What the exercise asks: All that is wanted is how many lines in the records below include the string "they".

(Beginning of Data records)

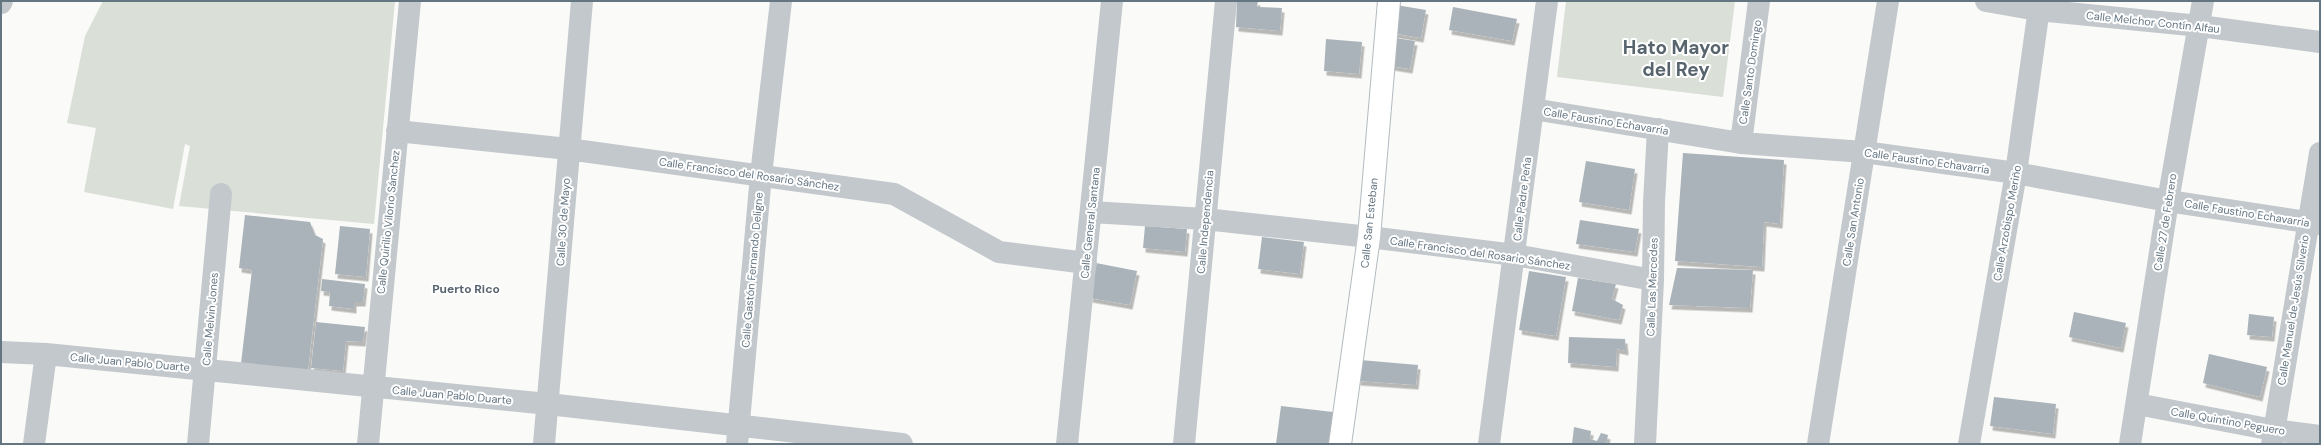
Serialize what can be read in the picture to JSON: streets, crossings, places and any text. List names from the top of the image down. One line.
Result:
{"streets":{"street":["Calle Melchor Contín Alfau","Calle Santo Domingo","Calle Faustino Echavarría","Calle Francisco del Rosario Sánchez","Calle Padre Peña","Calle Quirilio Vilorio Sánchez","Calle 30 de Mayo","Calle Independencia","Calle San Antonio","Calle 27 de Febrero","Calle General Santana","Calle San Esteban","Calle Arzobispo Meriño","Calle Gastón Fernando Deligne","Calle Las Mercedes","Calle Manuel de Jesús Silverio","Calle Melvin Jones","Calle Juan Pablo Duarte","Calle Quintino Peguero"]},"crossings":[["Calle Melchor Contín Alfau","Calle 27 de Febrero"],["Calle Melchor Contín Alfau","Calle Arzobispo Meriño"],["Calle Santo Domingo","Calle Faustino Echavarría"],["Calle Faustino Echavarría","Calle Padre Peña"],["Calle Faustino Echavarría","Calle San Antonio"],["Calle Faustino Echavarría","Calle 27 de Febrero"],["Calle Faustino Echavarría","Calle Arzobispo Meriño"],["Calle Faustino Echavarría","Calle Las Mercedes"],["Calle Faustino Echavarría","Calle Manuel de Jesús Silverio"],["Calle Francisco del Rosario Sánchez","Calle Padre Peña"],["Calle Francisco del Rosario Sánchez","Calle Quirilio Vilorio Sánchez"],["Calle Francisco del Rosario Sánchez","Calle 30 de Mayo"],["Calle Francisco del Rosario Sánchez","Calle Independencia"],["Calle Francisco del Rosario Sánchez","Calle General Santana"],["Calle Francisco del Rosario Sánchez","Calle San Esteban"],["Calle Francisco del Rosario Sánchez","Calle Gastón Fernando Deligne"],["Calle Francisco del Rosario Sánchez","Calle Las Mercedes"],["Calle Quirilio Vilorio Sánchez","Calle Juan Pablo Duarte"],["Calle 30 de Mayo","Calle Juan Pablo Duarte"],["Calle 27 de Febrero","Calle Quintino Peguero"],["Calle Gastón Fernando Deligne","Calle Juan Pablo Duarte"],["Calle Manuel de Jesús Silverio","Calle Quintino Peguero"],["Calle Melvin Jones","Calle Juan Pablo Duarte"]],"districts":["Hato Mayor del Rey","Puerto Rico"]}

(End of Data records)
(Beginning of Data records)

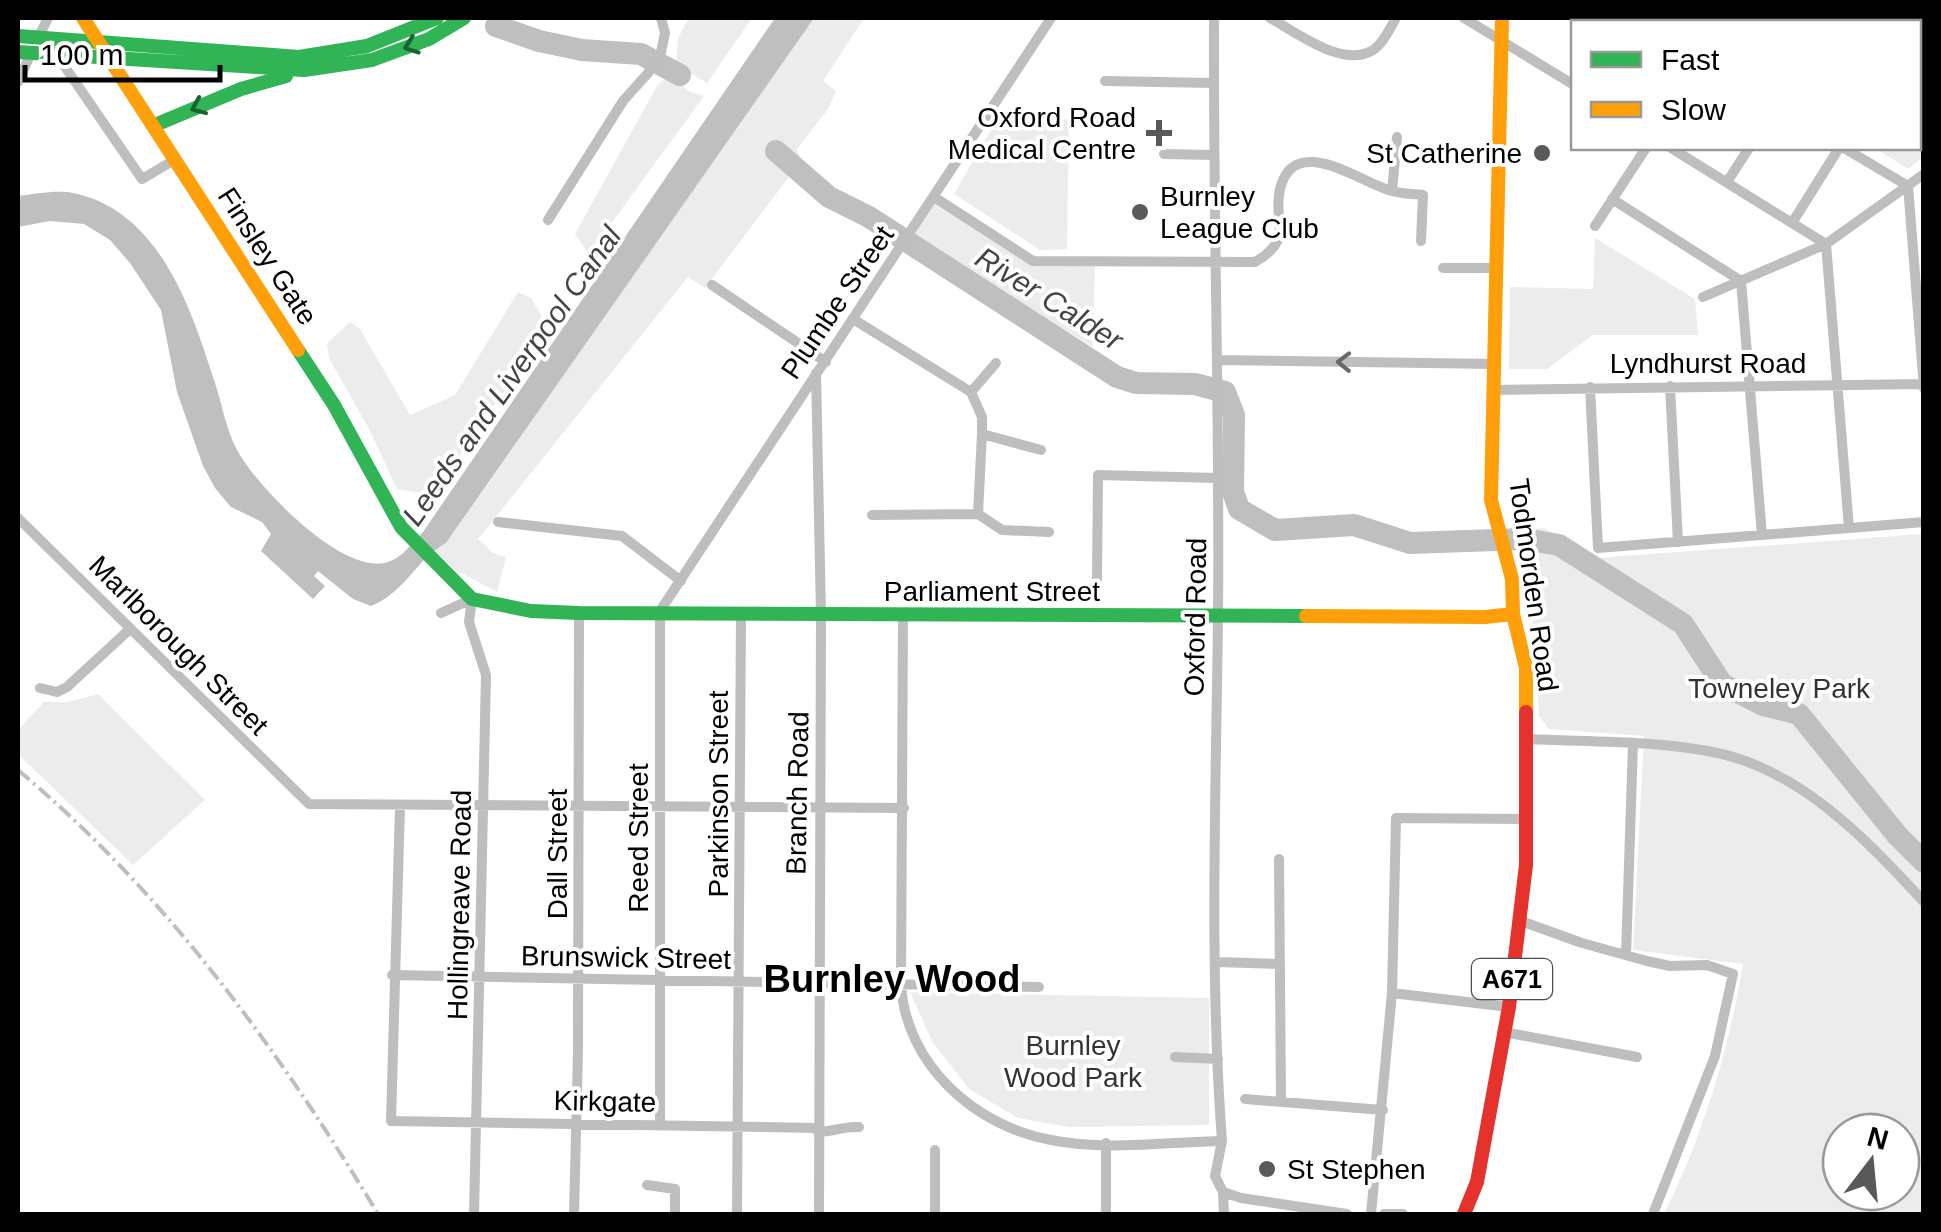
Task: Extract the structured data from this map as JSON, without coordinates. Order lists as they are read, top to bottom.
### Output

(End of Data records)
(Beginning of Data records)

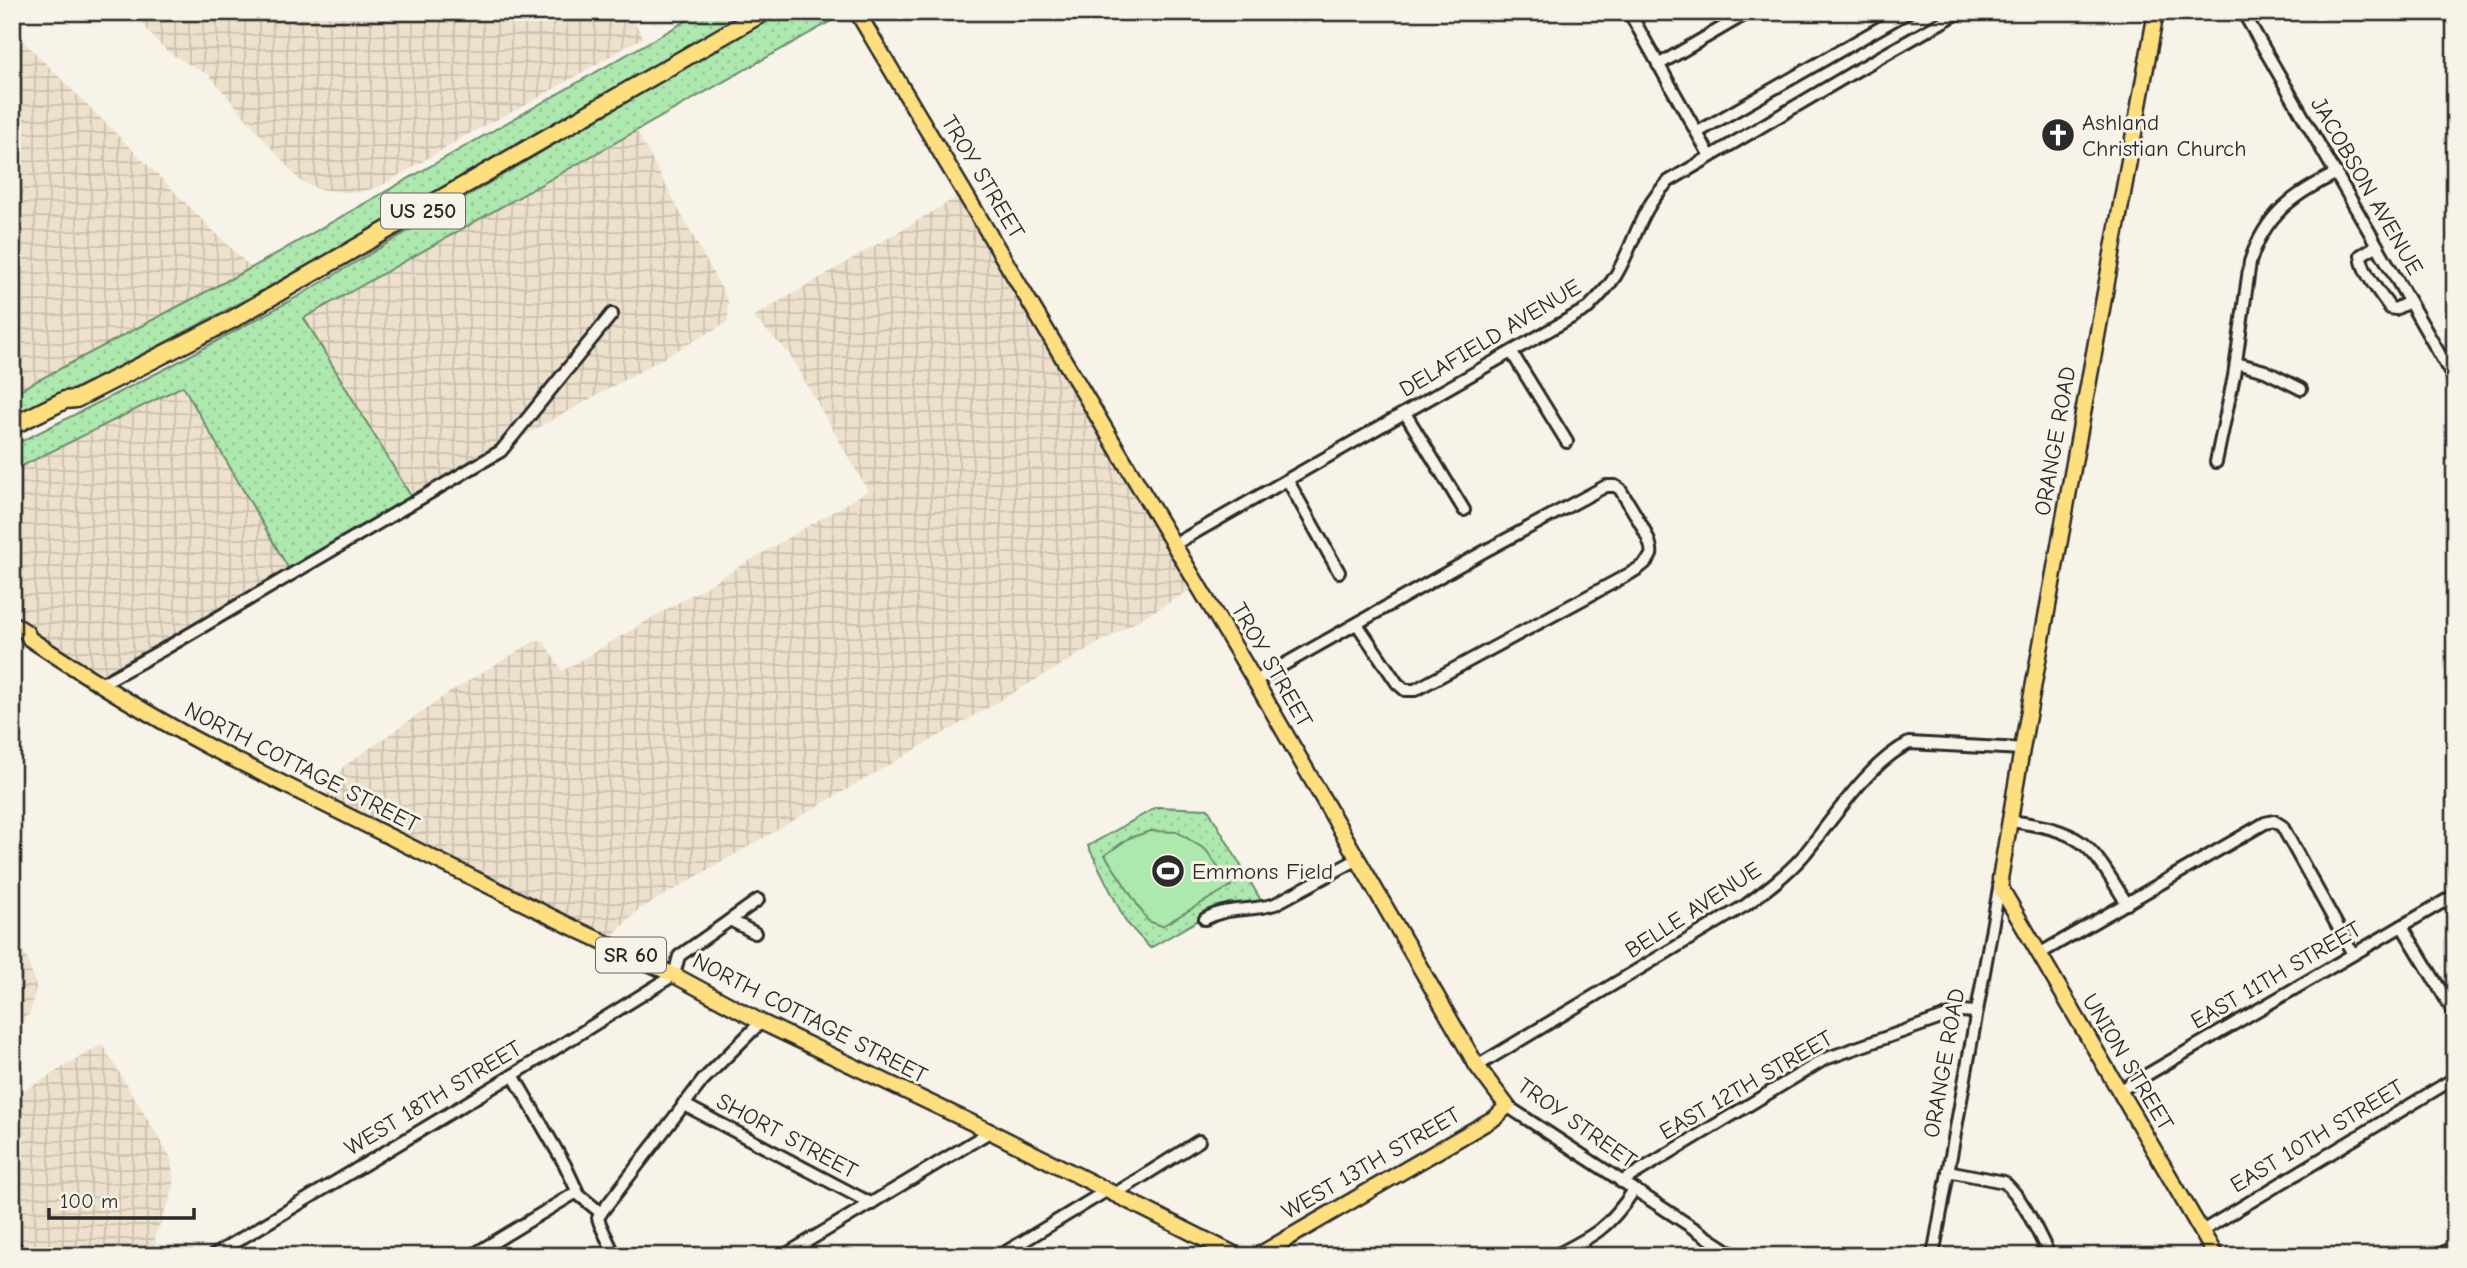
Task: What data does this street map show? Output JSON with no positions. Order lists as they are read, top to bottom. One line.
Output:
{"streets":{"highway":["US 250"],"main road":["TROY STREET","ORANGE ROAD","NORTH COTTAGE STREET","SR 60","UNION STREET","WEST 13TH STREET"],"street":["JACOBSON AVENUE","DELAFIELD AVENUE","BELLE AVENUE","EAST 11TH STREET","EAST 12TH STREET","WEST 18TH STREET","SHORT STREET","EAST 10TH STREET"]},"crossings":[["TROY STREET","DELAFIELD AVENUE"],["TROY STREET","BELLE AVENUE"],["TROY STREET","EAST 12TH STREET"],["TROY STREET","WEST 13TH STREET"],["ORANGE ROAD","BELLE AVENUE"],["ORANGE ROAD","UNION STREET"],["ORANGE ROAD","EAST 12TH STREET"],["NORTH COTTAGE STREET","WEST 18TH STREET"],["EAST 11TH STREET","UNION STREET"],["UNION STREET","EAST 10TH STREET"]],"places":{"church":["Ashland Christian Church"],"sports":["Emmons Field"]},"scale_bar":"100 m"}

(End of Data records)

Completed exercise: 2